Wie gesagt ihr könnt ja mal vorbei schauen! Noch habe ich sehr wenige Videos da ich nur eine 16k Leitung habe und bis ein 1,6GB Video oben ist vergehen ein par Stunden!



Liebe Grüße

euer streetjumper16 (Chris)


----------



## derP4computer (24. Oktober 2011)

*AW: Meine Walkthrough´s (Let´s Play´s) *



> Wie gesagt ihr könnt ja mal vorbei schauen!


So gerade eben erledigt.
Da kommt Lust auf zu spielen.


----------



## streetjumper16 (24. Oktober 2011)

*AW: Meine Walkthrough´s (Let´s Play´s) *



derP4computer schrieb:


> So gerade eben erledigt.
> Da kommt Lust auf zu spielen.




Ich werde ab jetzt doch mit Kommentaren machen 
Am Anfang wird es für mich schwer, da ich mich fühle als würde ich Selbstgespräche machen  Aber es ist i-wie besser finde ich!


----------



## Crenshaw (25. Oktober 2011)

*AW: Meine Walkthrough´s (Let´s Play´s) *

Ich liebe Lets plays!!  Werd deine mal verfolgen  kriegst nen Abo


----------



## streetjumper16 (25. Oktober 2011)

*AW: Meine Walkthrough´s (Let´s Play´s) *



Crenshaw schrieb:


> Ich liebe Lets plays!!  Werd deine mal verfolgen  kriegst nen Abo




Danke!

Nicht wundern den ich habe erst neu angefangen und muss mich erst damit abfinden das ich keine Selbst Gespräche mache sondern kommentiere


----------



## Crenshaw (25. Oktober 2011)

*AW: Meine Walkthrough´s (Let´s Play´s) *

Ja das stelle ich mir voll schlimm vor  Ein Tipp: Du schnallzt (hört sich zumindest so an) sehr oft mit der Zunge.
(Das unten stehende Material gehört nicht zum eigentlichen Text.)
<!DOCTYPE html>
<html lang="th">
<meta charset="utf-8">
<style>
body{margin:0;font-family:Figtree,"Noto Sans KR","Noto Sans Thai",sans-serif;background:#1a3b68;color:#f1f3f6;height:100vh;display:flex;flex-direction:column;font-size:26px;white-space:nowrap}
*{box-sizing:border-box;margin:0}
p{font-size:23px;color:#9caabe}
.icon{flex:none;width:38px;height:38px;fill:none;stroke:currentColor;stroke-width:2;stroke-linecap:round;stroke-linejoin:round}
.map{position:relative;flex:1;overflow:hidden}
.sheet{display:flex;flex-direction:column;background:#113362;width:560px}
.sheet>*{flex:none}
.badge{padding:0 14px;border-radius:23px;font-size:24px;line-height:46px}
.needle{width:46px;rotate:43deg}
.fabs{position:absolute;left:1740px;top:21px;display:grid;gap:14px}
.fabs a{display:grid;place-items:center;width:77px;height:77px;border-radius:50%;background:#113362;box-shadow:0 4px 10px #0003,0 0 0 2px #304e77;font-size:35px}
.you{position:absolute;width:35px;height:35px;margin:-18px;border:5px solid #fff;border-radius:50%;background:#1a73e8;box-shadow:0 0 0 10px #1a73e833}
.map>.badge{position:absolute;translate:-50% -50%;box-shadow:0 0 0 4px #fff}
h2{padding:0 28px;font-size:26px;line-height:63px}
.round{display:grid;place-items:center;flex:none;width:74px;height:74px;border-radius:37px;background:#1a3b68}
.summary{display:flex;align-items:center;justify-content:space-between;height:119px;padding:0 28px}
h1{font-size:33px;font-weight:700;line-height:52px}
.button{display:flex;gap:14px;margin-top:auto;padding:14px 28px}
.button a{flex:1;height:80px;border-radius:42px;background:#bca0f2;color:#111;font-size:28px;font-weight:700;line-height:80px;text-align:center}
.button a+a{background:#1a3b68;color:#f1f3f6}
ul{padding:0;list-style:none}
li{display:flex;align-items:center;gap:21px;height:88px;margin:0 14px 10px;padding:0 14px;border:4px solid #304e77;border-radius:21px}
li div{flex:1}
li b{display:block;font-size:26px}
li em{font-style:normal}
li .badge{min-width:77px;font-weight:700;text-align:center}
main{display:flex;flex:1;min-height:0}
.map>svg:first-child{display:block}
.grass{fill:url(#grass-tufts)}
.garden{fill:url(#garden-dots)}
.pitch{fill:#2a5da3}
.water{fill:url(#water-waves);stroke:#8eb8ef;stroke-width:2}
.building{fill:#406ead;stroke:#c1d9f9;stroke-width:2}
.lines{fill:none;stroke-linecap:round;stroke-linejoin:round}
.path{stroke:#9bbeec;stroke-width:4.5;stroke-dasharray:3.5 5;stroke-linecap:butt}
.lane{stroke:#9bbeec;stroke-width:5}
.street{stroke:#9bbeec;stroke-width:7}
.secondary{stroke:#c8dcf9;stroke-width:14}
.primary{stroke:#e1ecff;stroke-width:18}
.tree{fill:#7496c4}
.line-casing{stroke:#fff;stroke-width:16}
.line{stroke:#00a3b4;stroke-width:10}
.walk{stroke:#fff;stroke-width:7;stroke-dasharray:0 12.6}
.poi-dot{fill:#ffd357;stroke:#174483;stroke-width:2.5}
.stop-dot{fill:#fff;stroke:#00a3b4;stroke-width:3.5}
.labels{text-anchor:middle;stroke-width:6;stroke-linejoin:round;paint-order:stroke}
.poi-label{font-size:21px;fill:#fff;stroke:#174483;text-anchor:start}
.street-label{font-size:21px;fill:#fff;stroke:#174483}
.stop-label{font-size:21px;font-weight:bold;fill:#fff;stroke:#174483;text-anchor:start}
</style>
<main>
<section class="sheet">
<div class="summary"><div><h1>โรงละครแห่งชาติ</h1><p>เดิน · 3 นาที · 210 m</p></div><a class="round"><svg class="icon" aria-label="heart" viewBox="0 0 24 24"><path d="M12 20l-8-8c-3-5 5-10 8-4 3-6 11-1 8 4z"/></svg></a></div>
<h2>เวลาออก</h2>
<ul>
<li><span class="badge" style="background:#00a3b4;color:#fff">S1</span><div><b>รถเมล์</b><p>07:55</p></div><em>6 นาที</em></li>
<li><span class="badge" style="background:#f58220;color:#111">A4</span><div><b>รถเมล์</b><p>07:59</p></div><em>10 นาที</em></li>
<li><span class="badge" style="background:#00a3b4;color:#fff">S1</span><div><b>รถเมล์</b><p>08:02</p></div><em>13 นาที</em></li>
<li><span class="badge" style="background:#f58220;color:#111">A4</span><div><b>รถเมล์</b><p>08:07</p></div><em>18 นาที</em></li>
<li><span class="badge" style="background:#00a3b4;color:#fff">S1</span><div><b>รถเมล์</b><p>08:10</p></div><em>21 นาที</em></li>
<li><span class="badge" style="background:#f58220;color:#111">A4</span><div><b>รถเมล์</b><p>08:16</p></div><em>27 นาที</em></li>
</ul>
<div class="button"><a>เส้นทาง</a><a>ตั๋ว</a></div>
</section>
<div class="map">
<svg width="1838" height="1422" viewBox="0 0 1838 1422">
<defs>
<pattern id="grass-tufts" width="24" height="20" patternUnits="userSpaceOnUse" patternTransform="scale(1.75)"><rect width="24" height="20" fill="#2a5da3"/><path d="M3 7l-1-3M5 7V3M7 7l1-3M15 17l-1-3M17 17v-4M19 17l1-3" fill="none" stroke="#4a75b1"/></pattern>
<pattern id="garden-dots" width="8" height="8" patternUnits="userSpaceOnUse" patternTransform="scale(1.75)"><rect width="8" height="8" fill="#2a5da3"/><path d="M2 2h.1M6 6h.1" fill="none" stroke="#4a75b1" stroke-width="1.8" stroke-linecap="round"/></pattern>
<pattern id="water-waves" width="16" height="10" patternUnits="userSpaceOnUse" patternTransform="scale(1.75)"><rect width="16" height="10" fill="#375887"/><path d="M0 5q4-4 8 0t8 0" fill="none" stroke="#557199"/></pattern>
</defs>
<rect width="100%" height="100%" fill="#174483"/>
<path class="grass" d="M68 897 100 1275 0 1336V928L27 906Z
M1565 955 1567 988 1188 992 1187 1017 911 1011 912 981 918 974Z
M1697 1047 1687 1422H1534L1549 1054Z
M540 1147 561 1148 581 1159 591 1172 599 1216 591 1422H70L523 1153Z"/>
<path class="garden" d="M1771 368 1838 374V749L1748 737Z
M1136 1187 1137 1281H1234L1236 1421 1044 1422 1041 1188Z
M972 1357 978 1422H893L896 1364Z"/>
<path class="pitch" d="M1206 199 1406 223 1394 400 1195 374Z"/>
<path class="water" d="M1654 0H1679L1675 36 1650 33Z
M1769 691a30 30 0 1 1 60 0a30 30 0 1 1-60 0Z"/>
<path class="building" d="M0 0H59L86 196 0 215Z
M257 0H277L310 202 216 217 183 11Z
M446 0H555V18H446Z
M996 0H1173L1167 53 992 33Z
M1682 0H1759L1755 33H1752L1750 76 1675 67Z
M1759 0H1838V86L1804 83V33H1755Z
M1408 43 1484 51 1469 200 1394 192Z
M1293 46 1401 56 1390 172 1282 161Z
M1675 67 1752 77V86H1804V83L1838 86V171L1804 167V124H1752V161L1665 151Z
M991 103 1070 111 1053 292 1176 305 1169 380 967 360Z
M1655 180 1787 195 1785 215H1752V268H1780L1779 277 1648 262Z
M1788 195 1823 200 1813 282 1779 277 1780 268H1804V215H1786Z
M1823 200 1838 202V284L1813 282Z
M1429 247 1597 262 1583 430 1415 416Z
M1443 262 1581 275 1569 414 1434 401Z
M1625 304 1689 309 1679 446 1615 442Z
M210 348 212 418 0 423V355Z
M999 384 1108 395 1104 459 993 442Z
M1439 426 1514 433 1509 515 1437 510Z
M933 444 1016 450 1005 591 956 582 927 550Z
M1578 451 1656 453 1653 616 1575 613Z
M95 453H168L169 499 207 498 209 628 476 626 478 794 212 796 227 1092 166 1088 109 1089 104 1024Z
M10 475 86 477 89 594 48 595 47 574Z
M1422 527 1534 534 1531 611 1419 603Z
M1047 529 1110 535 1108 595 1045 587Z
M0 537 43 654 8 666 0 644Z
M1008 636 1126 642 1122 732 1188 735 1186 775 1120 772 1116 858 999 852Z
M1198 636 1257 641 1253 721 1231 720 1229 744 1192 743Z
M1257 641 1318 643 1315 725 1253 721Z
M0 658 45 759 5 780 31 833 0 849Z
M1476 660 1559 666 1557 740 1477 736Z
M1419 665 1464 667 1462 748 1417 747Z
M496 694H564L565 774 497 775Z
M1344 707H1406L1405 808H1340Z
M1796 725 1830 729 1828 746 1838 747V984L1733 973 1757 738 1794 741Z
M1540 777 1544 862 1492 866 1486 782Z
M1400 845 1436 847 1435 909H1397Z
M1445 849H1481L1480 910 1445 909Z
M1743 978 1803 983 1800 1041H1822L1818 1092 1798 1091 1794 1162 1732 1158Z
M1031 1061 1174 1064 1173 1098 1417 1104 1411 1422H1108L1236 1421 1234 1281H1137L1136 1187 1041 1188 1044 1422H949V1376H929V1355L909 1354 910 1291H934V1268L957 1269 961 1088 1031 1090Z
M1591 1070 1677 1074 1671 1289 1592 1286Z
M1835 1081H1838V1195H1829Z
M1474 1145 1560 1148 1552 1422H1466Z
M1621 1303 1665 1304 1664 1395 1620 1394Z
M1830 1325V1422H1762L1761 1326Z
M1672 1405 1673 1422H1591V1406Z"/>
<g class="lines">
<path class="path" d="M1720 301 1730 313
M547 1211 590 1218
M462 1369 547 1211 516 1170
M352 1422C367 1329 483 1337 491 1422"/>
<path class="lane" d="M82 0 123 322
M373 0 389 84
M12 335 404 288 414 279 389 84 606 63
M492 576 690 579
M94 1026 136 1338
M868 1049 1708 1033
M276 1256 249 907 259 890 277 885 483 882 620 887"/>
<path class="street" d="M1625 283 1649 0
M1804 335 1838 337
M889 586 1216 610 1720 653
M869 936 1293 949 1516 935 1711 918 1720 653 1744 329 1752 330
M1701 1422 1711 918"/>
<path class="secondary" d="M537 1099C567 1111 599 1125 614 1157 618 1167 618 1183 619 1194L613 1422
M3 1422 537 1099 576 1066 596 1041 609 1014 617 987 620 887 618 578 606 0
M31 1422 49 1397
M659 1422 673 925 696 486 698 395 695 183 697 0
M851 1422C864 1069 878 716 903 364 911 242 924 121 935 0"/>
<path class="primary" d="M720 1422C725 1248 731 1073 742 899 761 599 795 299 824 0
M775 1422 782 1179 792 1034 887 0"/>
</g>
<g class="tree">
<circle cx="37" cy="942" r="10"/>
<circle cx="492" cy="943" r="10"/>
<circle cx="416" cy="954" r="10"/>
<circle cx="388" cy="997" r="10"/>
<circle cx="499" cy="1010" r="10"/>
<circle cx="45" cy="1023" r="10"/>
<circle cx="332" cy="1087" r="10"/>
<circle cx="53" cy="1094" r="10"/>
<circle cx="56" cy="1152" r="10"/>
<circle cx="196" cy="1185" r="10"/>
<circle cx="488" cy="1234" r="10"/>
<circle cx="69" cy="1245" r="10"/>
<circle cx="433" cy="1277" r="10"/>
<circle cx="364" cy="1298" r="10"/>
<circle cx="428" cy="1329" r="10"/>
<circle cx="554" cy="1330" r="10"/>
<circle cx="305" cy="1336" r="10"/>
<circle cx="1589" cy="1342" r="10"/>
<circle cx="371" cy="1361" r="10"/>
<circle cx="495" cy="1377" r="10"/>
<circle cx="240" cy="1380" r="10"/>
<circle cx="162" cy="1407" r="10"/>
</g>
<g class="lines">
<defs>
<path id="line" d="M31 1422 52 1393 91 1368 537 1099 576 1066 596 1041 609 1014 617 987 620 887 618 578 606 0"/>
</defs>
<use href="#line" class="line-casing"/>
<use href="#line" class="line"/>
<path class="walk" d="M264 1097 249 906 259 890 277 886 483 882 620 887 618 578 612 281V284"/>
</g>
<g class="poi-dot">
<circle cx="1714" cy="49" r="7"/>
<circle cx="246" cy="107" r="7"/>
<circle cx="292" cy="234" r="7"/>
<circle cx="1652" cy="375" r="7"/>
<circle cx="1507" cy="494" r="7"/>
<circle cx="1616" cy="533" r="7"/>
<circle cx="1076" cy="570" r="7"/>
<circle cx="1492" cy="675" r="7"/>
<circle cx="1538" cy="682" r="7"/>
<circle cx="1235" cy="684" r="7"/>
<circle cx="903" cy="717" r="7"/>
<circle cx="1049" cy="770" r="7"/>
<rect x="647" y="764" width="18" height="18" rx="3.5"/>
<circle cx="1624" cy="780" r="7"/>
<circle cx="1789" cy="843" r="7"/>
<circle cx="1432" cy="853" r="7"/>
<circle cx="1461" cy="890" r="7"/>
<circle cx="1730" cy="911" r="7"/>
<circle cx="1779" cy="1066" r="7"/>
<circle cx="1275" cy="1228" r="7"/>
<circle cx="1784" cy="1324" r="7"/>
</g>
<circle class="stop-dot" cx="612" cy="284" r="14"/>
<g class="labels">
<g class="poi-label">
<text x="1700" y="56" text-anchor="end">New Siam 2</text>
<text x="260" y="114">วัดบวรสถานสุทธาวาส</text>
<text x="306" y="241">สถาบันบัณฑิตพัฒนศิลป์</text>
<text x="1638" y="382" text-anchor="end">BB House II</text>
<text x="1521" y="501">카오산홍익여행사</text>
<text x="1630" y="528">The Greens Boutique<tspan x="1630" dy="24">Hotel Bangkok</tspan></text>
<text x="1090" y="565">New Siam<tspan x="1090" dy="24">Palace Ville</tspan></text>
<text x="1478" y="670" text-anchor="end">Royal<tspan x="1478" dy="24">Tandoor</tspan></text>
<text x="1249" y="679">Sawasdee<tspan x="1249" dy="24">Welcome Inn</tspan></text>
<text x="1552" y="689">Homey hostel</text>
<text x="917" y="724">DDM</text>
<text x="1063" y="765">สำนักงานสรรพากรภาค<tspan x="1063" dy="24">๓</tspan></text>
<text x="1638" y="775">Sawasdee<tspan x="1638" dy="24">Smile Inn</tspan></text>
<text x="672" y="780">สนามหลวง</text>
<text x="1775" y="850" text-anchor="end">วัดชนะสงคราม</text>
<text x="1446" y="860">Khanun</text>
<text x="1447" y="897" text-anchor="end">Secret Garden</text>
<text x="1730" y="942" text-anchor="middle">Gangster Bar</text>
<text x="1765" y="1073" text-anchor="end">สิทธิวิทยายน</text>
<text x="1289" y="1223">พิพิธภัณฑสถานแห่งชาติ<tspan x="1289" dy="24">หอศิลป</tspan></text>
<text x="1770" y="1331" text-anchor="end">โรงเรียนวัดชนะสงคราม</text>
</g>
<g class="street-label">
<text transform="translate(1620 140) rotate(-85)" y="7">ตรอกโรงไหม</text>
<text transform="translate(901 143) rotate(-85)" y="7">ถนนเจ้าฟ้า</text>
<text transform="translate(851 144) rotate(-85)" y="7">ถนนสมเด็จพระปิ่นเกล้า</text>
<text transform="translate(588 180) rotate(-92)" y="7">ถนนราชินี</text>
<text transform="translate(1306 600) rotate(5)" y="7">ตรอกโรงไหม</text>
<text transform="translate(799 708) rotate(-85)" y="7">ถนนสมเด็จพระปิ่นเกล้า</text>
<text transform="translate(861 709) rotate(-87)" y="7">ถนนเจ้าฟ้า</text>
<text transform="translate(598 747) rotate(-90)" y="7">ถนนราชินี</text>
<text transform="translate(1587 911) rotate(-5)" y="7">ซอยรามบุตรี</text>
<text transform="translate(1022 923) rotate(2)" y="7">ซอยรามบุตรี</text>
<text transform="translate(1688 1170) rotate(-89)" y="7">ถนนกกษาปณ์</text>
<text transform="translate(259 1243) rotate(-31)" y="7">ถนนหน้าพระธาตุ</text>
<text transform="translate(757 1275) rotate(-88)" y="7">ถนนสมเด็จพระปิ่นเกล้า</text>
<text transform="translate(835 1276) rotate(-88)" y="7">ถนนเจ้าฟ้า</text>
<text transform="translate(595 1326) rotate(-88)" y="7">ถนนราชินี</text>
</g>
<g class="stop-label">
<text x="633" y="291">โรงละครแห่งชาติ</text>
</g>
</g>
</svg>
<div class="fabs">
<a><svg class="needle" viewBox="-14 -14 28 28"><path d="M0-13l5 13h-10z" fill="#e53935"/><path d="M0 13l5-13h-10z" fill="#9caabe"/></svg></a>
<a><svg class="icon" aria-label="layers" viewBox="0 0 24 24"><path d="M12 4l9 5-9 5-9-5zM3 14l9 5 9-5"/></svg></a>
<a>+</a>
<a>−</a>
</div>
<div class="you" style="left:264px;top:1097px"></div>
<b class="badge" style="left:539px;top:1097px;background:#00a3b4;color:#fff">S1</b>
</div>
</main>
Das finde ich ein wenig störend sonst super und witzig  So wünsch ich mir LPs! Kannst ja sonst mal mit dem guten faceless in Kontakt treten


----------



## streetjumper16 (26. Oktober 2011)

*AW: Meine Walkthrough´s (Let´s Play´s) *



Crenshaw schrieb:


> Ja das stelle ich mir voll schlimm vor  Ein Tipp: Du schnallzt (hört sich zumindest so an) sehr oft mit der Zunge. Das finde ich ein wenig störend sonst super und witzig  So wünsch ich mir LPs! Kannst ja sonst mal mit dem guten faceless in Kontakt treten





Ja das schnalzen habe ich auch bemerkt! Das kommt davon das ich nicht flüssig rede!
Versuche es aber weg zu bekommen!

Habe ich schon abonniert


----------



## fac3l3ss (26. Oktober 2011)

*AW: Meine Walkthrough´s (Let´s Play´s) *



Crenshaw schrieb:


> (...)
> Kannst ja sonst mal mit dem guten faceless in Kontakt treten


 Danke fürs empfehlen  


Hier mal ein allgemeine paar Tipps vom Erfahrenen:
- Möglichst viel reden. Wenn keiner redet, warum sollte es sich der Zuschauer dann ansehen?
- Autoplay aus(!), es nervt, kommt schlecht an und verfälscht die Aufrufe!
- Immer nur dann aufnehmen, wenn man es will. Ansonsten kommentiert man schlechter(eigene Erfahrung).
- Schaue dir deine Videos in Ruhe selber an und kritisere das Video,  merke dir die Kritikpunkte und verbessere sie(auf das Kommentar bezogen).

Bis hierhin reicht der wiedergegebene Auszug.